Stored data entries:
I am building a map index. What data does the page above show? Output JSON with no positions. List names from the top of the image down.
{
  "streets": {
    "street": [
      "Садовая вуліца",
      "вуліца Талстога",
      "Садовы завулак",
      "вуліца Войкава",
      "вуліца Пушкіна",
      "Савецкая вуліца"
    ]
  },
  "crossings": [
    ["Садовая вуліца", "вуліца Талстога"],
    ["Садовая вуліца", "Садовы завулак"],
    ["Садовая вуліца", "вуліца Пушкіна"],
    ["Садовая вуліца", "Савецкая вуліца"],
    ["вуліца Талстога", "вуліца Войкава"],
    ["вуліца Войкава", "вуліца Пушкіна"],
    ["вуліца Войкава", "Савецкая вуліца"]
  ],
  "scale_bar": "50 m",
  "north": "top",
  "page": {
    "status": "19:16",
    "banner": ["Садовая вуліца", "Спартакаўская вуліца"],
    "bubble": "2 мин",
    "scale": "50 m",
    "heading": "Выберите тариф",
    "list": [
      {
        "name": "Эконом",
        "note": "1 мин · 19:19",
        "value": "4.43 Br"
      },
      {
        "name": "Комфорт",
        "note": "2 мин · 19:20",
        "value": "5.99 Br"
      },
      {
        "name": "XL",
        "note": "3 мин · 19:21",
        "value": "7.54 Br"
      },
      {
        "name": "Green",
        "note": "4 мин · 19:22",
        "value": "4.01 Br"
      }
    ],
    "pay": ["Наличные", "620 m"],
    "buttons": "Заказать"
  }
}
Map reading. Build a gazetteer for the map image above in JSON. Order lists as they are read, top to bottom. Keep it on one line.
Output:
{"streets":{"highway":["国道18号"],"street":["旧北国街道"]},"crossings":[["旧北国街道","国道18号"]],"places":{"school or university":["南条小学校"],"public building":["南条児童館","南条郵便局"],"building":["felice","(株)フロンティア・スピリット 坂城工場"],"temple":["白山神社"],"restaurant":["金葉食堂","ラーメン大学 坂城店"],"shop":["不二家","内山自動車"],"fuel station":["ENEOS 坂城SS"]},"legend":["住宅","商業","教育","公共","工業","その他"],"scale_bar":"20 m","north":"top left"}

#### DIRECTIONS:
One number is the full answer: how many lines of the records include the string "Талстога".

#### FINISHED TASK:
3